I know what you're thinking... menu boards are for the extremely organized and people with ample time on their hands. The truth is, I'm NOT very organized and time is usually not on my side. I do my best, but organization can easily get away from this working mom.
Growing up, my mom always kept a weekly menu in a journal in the kitchen, planning meals for the week on Sundays. I never really appreciated this until I had my own family and was at a complete loss for meal planning. She always told me to make lists and plan my menu, but as many things do, this went in one ear and out the other. Until one day, it finally clicked that she was onto something -- and it only took 36 years!
I started my menu board two years ago when I was frustrated at the end of the day and had no idea what to make for dinner. Here I was, the founder of an organic food company, and I was making eggs and toast or grilled cheese again (granted, they were pretty gourmet grilled cheeses!)
It's now one of my favorite additions to the kitchen, even adding a little bistro flair to the decor! The best part of the planned menu is getting the kids involved. They love to contribute and be a part of the decision-making process.
Every Sunday, I pull out one cookbook and have them go through it to choose things that sound good to them. They each get to pick one night, and we do a kids' choice bonus night (which usually ends up being pizza). They even like to help cook on their chosen nights, which allows us quality time together.

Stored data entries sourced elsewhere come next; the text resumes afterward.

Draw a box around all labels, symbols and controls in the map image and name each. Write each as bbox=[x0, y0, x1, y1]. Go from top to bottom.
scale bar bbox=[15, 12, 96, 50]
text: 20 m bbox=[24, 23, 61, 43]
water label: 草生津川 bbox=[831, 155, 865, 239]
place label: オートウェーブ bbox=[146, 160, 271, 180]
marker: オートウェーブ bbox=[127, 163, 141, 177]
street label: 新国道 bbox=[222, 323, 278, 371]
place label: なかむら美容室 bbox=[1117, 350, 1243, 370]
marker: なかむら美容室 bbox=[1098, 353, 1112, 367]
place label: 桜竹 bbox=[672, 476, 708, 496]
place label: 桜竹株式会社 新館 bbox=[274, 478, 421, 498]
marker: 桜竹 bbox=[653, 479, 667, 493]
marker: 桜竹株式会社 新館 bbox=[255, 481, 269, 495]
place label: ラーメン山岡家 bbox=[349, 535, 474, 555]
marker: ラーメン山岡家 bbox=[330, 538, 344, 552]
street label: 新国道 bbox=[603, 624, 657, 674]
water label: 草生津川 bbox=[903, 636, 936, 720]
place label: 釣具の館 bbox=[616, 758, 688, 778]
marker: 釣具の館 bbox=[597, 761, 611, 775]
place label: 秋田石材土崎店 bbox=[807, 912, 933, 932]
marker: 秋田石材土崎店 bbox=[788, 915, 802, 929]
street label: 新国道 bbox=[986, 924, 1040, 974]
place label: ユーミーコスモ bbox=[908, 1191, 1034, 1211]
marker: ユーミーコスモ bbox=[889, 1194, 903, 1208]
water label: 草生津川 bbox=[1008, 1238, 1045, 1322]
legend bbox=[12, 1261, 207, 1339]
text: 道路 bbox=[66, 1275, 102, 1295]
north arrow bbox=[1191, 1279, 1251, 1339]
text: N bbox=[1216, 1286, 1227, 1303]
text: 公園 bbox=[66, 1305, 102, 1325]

Having a well-stocked pantry and fridge/freezer also helps. I go through both, see what is available and pull together the rest of the week. I usually work with what I have (plus a few extras), try to be creative and come up with healthy and quick meals I know my kids will like, or at least try.
Once the board is up, I am accountable to it and the kids look forward to the meals they love.
I picked up my chalkboard and shelf at IKEA for $20 and it has quickly become a conversation piece among my guests!
I want to know! What are your tips for weekly menu planning?